Suddenly, owning an F1 team has become more attractive. Sauber’s owner, the multibillionaire Swedish businessman Finn Rausing had initially entertained a solid Michael Andretti group offer, reportedly of £300m for an 80% share in his company Islero Investments, which owns the team. Rausing hadn’t been looking to sell but as a businessman, if it was the right price, everything is for sale. Andretti believed he had a deal, but Rausing later insisted on an additional payment of £42m each year over the next five years as a precaution against any sponsorship shortfall, thereby adding another £210m to the price. That’s where Andretti’s group baulked, with Michael insisting it placed a ludicrously high valuation on the team.

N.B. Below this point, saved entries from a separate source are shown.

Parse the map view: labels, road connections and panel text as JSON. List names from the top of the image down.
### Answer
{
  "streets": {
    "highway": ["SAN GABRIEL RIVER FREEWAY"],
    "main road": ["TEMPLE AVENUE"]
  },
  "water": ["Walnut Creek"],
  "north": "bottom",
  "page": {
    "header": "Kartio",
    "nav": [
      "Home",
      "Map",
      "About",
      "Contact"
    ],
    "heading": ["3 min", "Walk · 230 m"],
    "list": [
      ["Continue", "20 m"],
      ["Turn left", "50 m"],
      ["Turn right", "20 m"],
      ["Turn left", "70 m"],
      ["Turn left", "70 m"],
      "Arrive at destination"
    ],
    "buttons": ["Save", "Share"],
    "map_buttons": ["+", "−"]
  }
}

Andretti’s friend, McLaren boss Zak Brown, might disagree with that assessment. “The day of the £1bn F1 team may soon be here,” he has said. Last year, MSP Sports Capital bought a 15% share of the McLaren team for a reported £185m – which nominally would put the valuation of the company at £1.2bn.

This year F1 made a £500m profit in Q3. If this can be maintained, it implies an annual profit of £2bn, 60% of which (£1.2bn) would be shared out among the teams, giving an average payment to each team of £120m. The cost cap is currently £110m but gliding down to £100m from 2023. Income £120m, cost £100m… A lot of assumptions in there, sure, but that’s the gist of the optimism and valuations.

Which brings us around to the VW Group’s expected entry into F1 when the new power unit regulations come into effect, probably in 2026. The VW Group owns Porsche and Audi and it is expected that both brands (and not VW) will be making their entry. But in what capacity? Although under group ownership, Audi and Porsche are still separate companies and to an extent operate independently.

Initially it was expected that the VW Group’s entry would dovetail with Red Bull Powertrains, the engine company set up last year by Red Bull in reaction to Honda’s departure. Multiple millions have been spent on this and there has been a strong recruitment drive, pulling engineers from Mercedes HPP in particular but also from Renault Sport.

It seems to offer VW a neat turnkey power unit facility which would lend itself perfectly to a reduced-cost entry into F1 with the knowledge base already there and fully functioning by the time of the VW Group’s entry. But it seems VW may want to do things in-house. It has already reportedly enquired about buying engine dynos from AVL – the sort of dynos that Red Bull Powertrains already has.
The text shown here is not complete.